Hochschild homology, global dimension, and truncated oriented cycles

TL;DR

This paper proves that bounded quiver and monomial algebras with truncated oriented cycles have infinite Hochschild homology and global dimensions, extending known results and confirming that finite global dimension algebras lack such cycles.

Contribution

It generalizes the relationship between truncated oriented cycles and infinite dimensions to broader classes of algebras, beyond local cases.

Findings

Bounded quiver algebras with 2-truncated oriented cycles have infinite Hochschild homology and global dimensions.

Monomial algebras with truncated oriented cycles also have infinite Hochschild homology and global dimensions.

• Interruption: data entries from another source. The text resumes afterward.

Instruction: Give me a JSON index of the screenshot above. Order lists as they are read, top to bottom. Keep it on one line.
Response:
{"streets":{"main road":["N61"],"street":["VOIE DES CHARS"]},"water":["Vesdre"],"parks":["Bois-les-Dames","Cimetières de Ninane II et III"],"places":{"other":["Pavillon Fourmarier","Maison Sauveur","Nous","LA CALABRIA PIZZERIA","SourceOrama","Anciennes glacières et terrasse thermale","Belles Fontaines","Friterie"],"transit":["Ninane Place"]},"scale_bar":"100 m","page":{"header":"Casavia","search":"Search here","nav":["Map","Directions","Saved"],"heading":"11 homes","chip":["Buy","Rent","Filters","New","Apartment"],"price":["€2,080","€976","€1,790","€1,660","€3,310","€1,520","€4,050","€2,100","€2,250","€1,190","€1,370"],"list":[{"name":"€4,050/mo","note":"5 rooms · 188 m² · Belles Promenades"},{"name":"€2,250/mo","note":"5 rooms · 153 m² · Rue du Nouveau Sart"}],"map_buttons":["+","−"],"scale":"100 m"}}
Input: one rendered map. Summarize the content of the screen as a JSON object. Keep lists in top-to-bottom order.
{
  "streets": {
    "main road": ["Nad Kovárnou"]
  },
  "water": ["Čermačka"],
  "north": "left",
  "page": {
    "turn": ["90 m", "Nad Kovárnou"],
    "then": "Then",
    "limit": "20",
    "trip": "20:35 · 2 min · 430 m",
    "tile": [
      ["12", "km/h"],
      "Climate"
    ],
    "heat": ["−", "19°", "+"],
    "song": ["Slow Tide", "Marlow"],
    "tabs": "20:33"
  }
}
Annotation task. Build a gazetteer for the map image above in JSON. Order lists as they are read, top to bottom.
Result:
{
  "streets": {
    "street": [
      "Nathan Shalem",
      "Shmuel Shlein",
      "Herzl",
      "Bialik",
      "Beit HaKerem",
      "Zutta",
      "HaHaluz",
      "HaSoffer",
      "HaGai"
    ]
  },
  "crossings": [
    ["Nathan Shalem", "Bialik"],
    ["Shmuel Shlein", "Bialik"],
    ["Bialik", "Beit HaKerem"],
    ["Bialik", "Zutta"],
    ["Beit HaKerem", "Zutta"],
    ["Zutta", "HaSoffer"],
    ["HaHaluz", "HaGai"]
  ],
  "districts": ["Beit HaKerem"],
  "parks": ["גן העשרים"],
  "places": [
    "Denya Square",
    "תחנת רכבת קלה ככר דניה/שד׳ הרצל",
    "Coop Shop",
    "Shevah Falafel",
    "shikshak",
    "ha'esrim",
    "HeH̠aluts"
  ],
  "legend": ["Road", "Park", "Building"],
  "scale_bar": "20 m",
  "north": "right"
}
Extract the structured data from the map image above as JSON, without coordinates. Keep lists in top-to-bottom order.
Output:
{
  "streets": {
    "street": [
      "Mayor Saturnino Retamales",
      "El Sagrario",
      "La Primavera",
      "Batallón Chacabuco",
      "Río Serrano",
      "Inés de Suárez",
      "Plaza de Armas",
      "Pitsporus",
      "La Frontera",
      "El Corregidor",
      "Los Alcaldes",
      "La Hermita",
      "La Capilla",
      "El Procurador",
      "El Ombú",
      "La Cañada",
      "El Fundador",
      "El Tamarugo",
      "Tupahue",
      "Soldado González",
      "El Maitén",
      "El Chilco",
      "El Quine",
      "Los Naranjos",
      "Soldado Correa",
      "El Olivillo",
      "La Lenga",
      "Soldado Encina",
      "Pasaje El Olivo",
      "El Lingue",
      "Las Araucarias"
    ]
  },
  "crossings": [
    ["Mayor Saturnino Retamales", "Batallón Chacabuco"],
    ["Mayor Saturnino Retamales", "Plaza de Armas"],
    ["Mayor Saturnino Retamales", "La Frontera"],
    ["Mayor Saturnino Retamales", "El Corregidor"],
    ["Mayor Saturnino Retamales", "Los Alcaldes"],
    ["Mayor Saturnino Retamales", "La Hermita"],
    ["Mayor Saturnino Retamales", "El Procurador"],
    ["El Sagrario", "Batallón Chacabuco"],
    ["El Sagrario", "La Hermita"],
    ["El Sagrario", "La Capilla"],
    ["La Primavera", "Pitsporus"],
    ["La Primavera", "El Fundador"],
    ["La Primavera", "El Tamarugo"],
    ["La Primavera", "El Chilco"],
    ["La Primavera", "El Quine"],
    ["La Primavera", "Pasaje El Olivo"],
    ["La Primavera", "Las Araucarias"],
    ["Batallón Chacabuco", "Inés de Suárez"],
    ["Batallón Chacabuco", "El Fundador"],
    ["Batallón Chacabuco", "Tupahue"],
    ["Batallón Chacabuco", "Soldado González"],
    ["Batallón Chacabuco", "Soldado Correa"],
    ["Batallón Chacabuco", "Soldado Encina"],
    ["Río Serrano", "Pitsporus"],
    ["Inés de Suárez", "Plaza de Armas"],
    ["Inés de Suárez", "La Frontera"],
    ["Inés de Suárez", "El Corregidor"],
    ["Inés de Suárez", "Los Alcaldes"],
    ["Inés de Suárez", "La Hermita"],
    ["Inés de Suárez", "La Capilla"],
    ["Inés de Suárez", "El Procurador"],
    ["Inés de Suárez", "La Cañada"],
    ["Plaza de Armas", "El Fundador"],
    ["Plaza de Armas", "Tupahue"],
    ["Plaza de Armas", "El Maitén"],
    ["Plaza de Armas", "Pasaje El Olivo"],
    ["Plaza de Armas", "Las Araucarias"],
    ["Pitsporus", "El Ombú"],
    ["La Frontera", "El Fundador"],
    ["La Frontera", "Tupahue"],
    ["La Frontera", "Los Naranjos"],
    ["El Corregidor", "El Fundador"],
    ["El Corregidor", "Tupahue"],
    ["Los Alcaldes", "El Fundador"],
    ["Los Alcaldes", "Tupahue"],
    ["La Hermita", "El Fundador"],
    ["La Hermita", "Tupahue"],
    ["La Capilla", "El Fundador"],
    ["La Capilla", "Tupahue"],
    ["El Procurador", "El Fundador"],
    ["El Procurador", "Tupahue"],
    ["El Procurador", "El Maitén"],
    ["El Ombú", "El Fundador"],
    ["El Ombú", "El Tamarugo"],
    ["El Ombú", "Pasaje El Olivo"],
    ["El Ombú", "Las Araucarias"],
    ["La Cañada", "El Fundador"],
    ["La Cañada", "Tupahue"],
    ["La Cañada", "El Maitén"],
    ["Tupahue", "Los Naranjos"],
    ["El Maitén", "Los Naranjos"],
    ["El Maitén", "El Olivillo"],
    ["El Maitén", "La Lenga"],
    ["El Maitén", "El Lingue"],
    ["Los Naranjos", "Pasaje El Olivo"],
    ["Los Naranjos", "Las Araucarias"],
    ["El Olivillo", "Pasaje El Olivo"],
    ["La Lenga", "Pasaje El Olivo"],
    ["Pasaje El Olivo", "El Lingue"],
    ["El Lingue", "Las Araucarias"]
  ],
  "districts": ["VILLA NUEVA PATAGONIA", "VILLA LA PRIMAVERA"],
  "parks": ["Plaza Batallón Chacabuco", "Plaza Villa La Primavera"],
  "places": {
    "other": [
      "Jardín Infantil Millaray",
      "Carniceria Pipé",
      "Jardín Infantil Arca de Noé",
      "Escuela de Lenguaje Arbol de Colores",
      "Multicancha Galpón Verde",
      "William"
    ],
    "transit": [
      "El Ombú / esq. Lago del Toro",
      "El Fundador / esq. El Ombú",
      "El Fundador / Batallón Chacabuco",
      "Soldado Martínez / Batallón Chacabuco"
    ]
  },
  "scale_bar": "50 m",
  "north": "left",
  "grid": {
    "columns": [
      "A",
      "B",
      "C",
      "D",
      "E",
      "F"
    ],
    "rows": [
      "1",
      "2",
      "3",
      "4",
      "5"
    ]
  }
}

Finite global dimension algebras cannot contain truncated oriented cycles.

Abstract

It is shown that a bounded quiver algebra having a 2-truncated oriented cycle is of infinite Hochschild homology dimension and global dimension, which generalizes a result of Solotar and Vigu\'{e}-Poirrier to nonlocal ungraded algebras having a 2-truncated oriented cycle of arbitrary length. Therefore, a bounded quiver algebra of finite global dimension has no 2-truncated oriented cycles. Note that the well-known "no loops conjecture", which has been proved to be true already, says that a bounded quiver algebra of finite global dimension has no loops, i.e., truncated oriented cycles of length 1. Moreover, it is shown that a monomial algebra having a truncated oriented cycle is of infinite Hochschild homology dimension and global dimension. Consequently, a monomial algebra of finite global dimension has no truncated oriented cycles.